秀忠と越ヶ谷御殿

427~429 / 1301ページ

二代将軍秀忠は、家康の没後引続き鷹狩にことよせて江戸近郊の各地を巡遊した。越ヶ谷には元和三年十一月に来遊している。『徳川実紀』には「越ヶ谷・東金辺へならせられ放鷹の御遊あり」とある。また翌元和四年十月二十九日には「越谷辺御鷹狩にならせ給ひ、これより連日御泊狩ありて士気・東金辺までならせらる、井上主計頭正就・水野監物忠元・永井信濃守尚政・阿部備中守正次・青山大蔵少輔幸成等御供す、儒役林永喜信澄も同じ、十一月六日御狩場へ金地院崇伝使もて蜜柑一箱献じ御気しきをうかがふ、十二日東金辺御狩はてゝ御帰城あり」とあり、約半月近く側近の重役を召し連れて越ヶ谷に逗留している。

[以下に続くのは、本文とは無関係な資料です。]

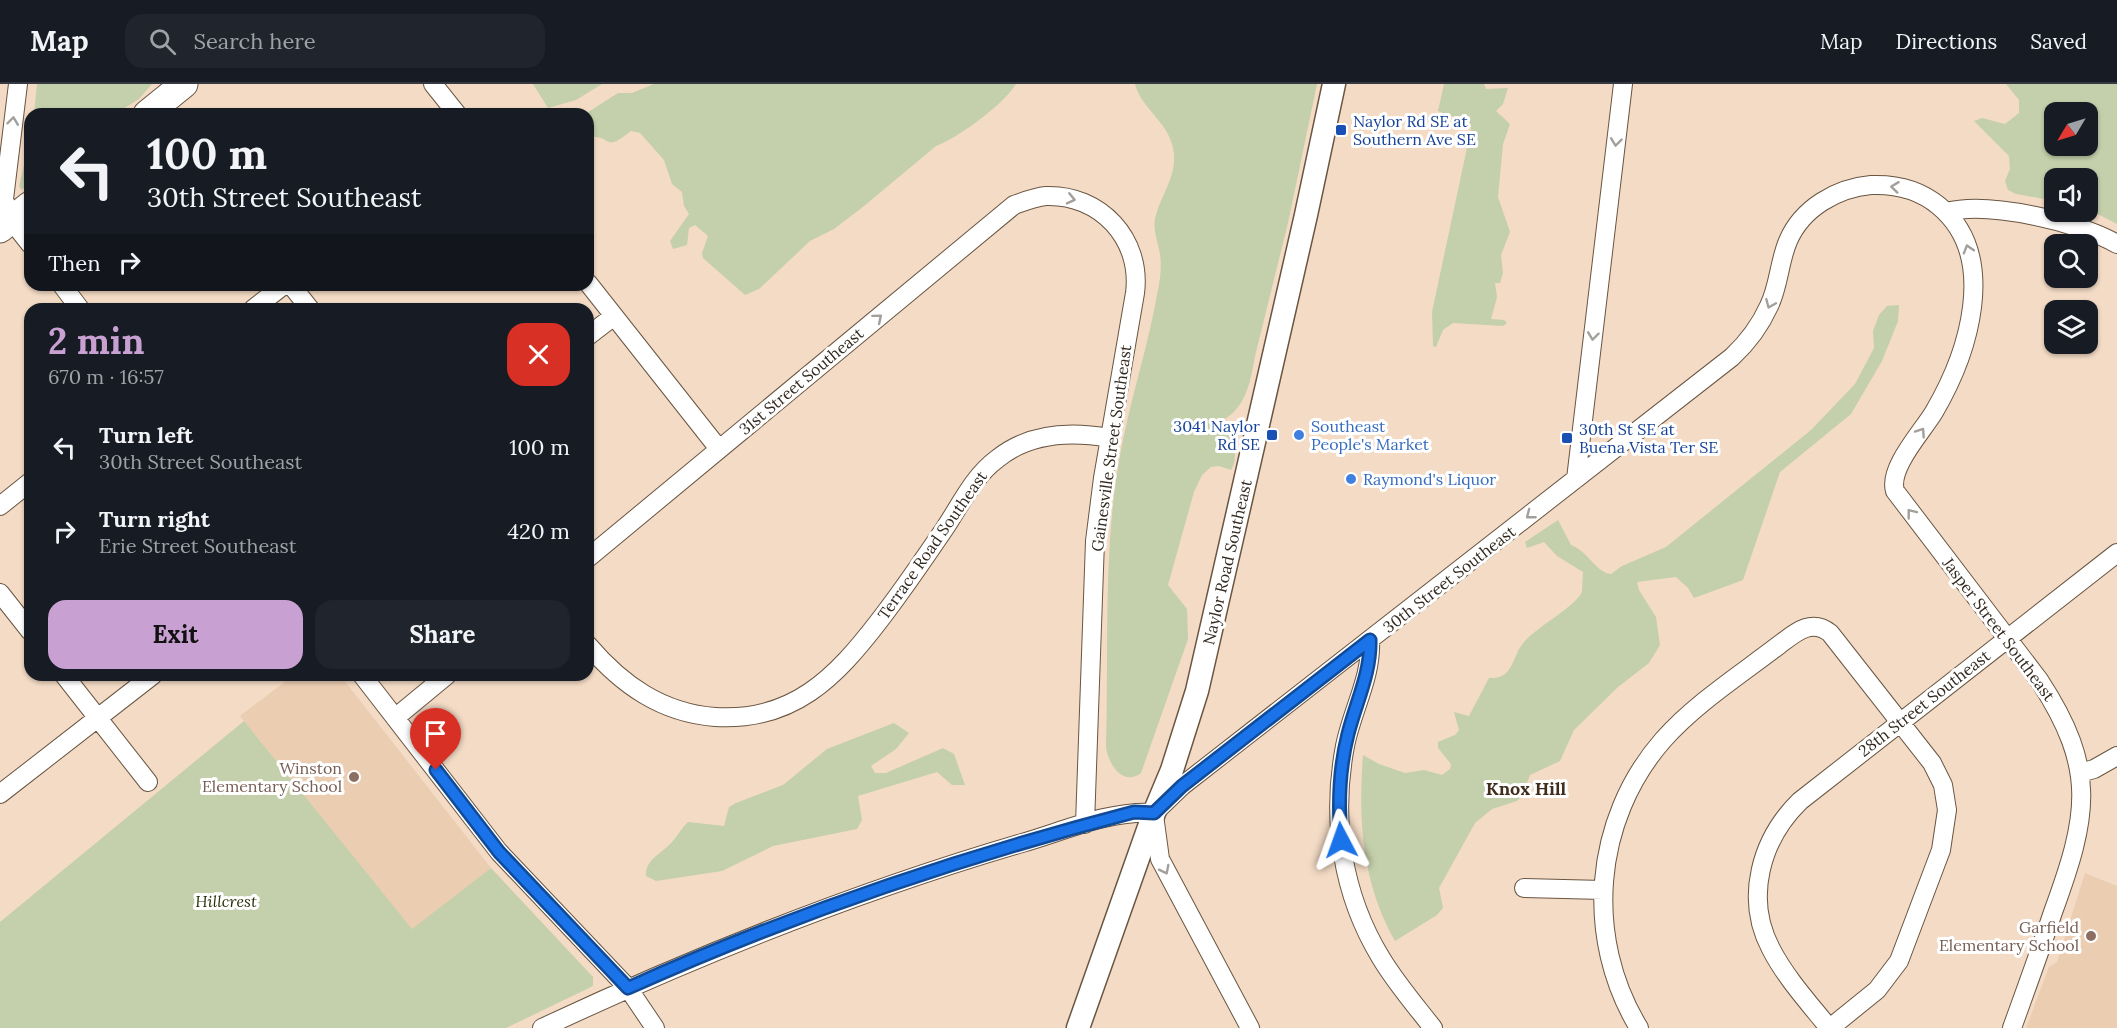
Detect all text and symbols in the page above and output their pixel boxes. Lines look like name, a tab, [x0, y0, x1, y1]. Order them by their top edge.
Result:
search box	[125, 14, 545, 68]
text: Map	[30, 23, 89, 59]
icon: search	[146, 25, 179, 58]
text: Search here	[194, 27, 316, 55]
text: Map	[1820, 28, 1863, 55]
text: Directions	[1896, 28, 1997, 55]
text: Saved	[2030, 28, 2087, 55]
north arrow	[2044, 102, 2098, 156]
map controls	[2044, 102, 2098, 354]
place label: Naylor Rd SE at Southern Ave SE	[1353, 111, 1476, 149]
one-way arrow	[7, 117, 19, 126]
marker: Naylor Rd SE at Southern Ave SE	[1334, 123, 1348, 137]
text: 100 m	[147, 127, 267, 181]
icon: left	[48, 132, 126, 210]
one-way arrow	[1611, 138, 1623, 147]
button: sound	[2044, 168, 2098, 222]
text: 30th Street Southeast	[147, 180, 421, 214]
one-way arrow	[1891, 181, 1900, 194]
one-way arrow	[1066, 192, 1076, 205]
button: search	[2044, 234, 2098, 288]
one-way arrow	[1963, 244, 1975, 255]
icon: right	[113, 246, 146, 279]
text: Then	[48, 249, 101, 277]
one-way arrow	[1765, 298, 1777, 309]
button: layers	[2044, 300, 2098, 354]
one-way arrow	[871, 314, 882, 325]
text: 2 min	[48, 318, 145, 364]
button: close	[507, 323, 570, 386]
street label: 31st Street Southeast	[735, 323, 868, 439]
one-way arrow	[1588, 331, 1600, 340]
street label: Gainesville Street Southeast	[1087, 342, 1136, 553]
text: 670 m · 16:57	[48, 364, 164, 389]
place label: 3041 Naylor Rd SE	[1173, 416, 1260, 454]
place label: Southeast People's Market	[1311, 416, 1430, 454]
place label: 30th St SE at Buena Vista Ter SE	[1579, 419, 1718, 457]
text: Turn left	[99, 421, 193, 449]
marker: 3041 Naylor Rd SE	[1265, 428, 1279, 442]
marker: Southeast People's Market	[1292, 428, 1306, 442]
one-way arrow	[1914, 428, 1925, 439]
icon: left	[48, 431, 81, 464]
marker: 30th St SE at Buena Vista Ter SE	[1560, 431, 1574, 445]
text: 100 m	[509, 433, 570, 461]
text: 30th Street Southeast	[99, 449, 302, 474]
street label: Terrace Road Southeast	[873, 466, 991, 623]
place label: Raymond's Liquor	[1363, 469, 1496, 489]
marker: Raymond's Liquor	[1344, 472, 1358, 486]
street label: Naylor Road Southeast	[1198, 477, 1256, 647]
text: Turn right	[99, 505, 210, 533]
one-way arrow	[1526, 508, 1537, 519]
one-way arrow	[1908, 509, 1919, 520]
icon: right	[48, 515, 81, 548]
text: 420 m	[507, 517, 570, 545]
street label: 30th Street Southeast	[1379, 521, 1520, 637]
text: Erie Street Southeast	[99, 533, 297, 558]
street label: Jasper Street Southeast	[1938, 552, 2060, 705]
button: Exit	[48, 600, 303, 669]
button: Share	[315, 600, 570, 669]
street label: 28th Street Southeast	[1854, 645, 1994, 761]
pin	[410, 708, 461, 770]
icon: arrive	[419, 717, 452, 750]
place label: Winston Elementary School	[202, 758, 342, 796]
marker: Winston Elementary School	[347, 770, 361, 784]
district label: Knox Hill	[1486, 777, 1567, 800]
position arrow	[1309, 808, 1373, 872]
one-way arrow	[1158, 863, 1169, 874]
park label: Hillcrest	[195, 891, 257, 911]
place label: Garfield Elementary School	[1939, 917, 2079, 955]
marker: Garfield Elementary School	[2084, 929, 2098, 943]

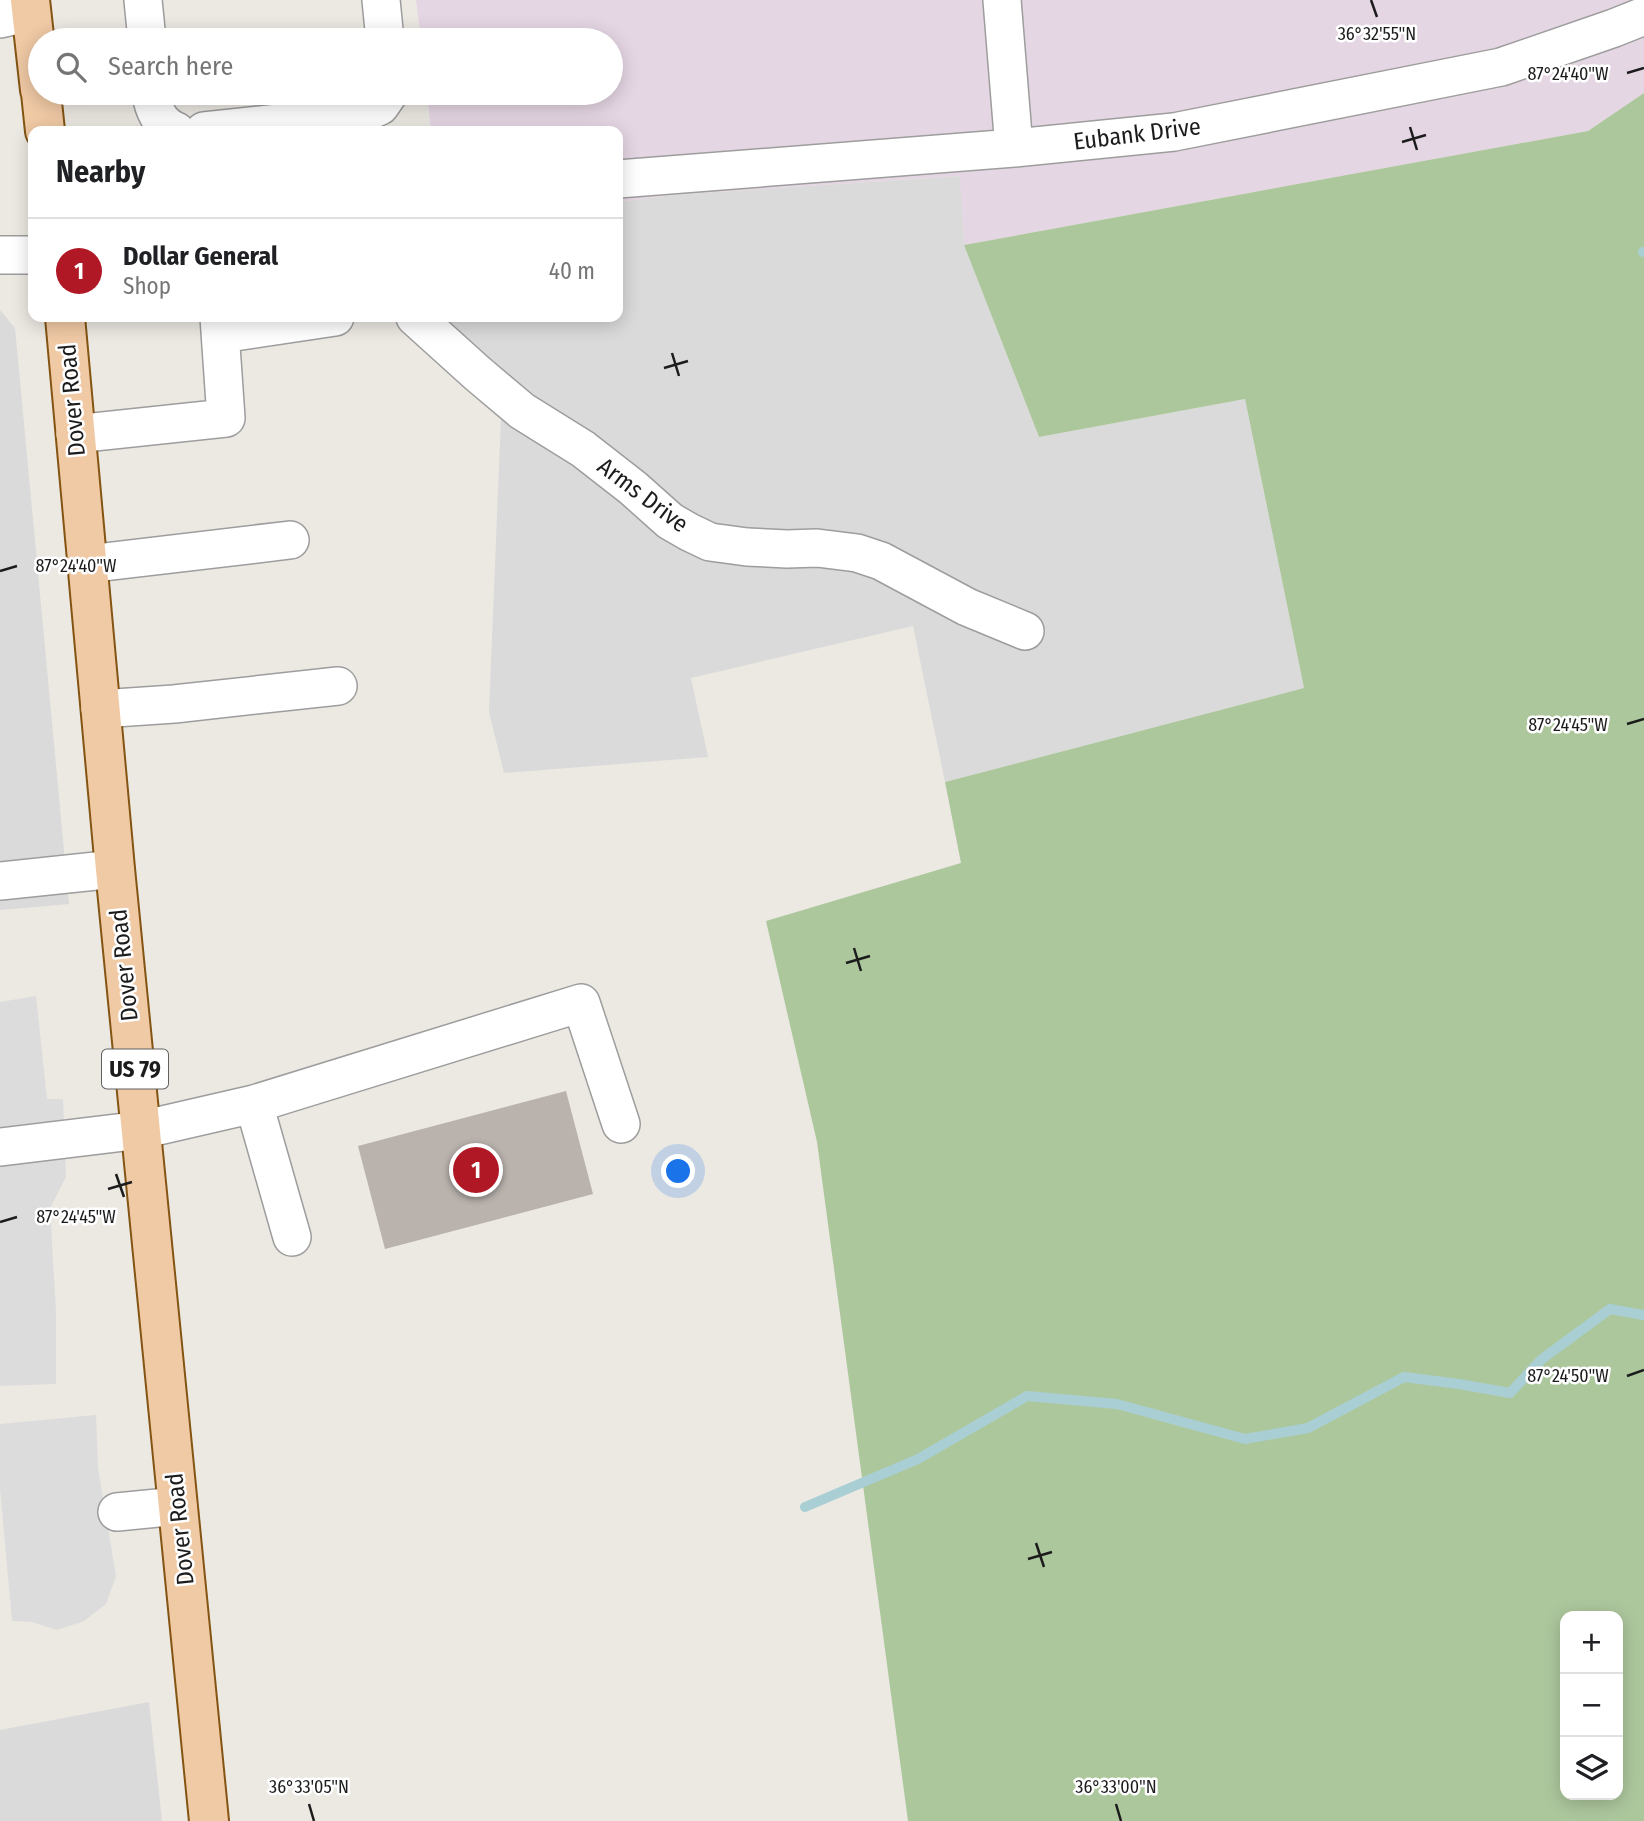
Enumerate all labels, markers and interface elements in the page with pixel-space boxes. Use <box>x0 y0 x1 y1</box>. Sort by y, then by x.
text: 36°32'55"N <box>1338 23 1416 45</box>
search box <box>28 28 623 105</box>
icon: search <box>52 48 90 86</box>
text: Search here <box>108 51 233 82</box>
text: 87°24'40"W <box>1527 63 1609 85</box>
street label: Eubank Drive <box>1072 112 1202 156</box>
text: Nearby <box>56 154 145 190</box>
text: Dollar General <box>123 241 278 272</box>
text: 1 <box>74 257 84 285</box>
text: 40 m <box>549 257 595 285</box>
text: Shop <box>123 272 171 300</box>
street label: Dover Road <box>53 343 91 457</box>
street label: Arms Drive <box>592 452 694 538</box>
text: 87°24'40"W <box>35 555 117 577</box>
text: 87°24'45"W <box>1528 714 1608 736</box>
street label: Dover Road <box>104 908 144 1022</box>
road number: US 79 <box>102 1050 168 1088</box>
pin: 1 <box>453 1144 499 1196</box>
your location <box>661 1154 695 1188</box>
text: 87°24'45"W <box>36 1206 116 1228</box>
text: 87°24'50"W <box>1527 1365 1609 1387</box>
street label: Dover Road <box>160 1472 200 1586</box>
map controls <box>1560 1611 1623 1800</box>
button: + <box>1560 1611 1623 1674</box>
button: − <box>1560 1674 1623 1737</box>
button: layers <box>1560 1737 1623 1800</box>
text: 36°33'05"N <box>269 1776 349 1798</box>
text: 36°33'00"N <box>1075 1776 1157 1798</box>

 ついで元和六年十一月にも「忍の辺へ御鷹狩にあらせられ、越ヶ谷に至らせ給ふ、井上正就・阿部正次・青山幸成・林信澄・今小路延寿院正純等お供す、十二月十一日帰城」とあり、このときは一月余の滞在であった。これら長期にわたる鷹狩は、すでに幕府体制の基礎がほぼ固まった時点でもあり、将軍秀忠ならびに幕閣首脳者の休養を兼ねた巡遊であったと見られる。また元和七年十二月三日には、「東金の御狩場より越谷をへて還御なる」という記事がみられる。

寛永年間の江戸城(『東京市史稿皇城編』)

 元和九年、将軍職を家光に譲って大御所におさまった秀忠は、寛永二年(一六二五)十二月六日にも越ヶ谷に来遊した。「大御所東金・越谷に御泊狩あり、仙台宰相政宗が狩場程近し、よて土井大炊頭利勝より政宗に奉書を贈り、心置なく狩すべしと命ず。又御か(ママ)へさ医官今大路式越部大輔親清、越谷の御殿にて茶を奉る、所持の茶入を御賞美有て越谷といふ銘を下さる」とあり、越ヶ谷御殿で茶の湯を催したことが知れる。さらに寛永六年十一月、翌寛永七年十一月にも秀忠は忍から越ヶ谷辺にかけて鷹狩を行なっているが、その後、『徳川実紀』には秀忠ならびに家光の越ヶ谷来遊の記事はない。しかし「会田出羽家系図」等によると、三代将軍家光が越ヶ谷御殿に来遊し、越ヶ谷会田氏当主七郎右衛門資重に目通りを許し、家光自筆の三番叟の絵や御手道具を添えて猩々毛蓑ならびに陣羽織が下賜されたとある。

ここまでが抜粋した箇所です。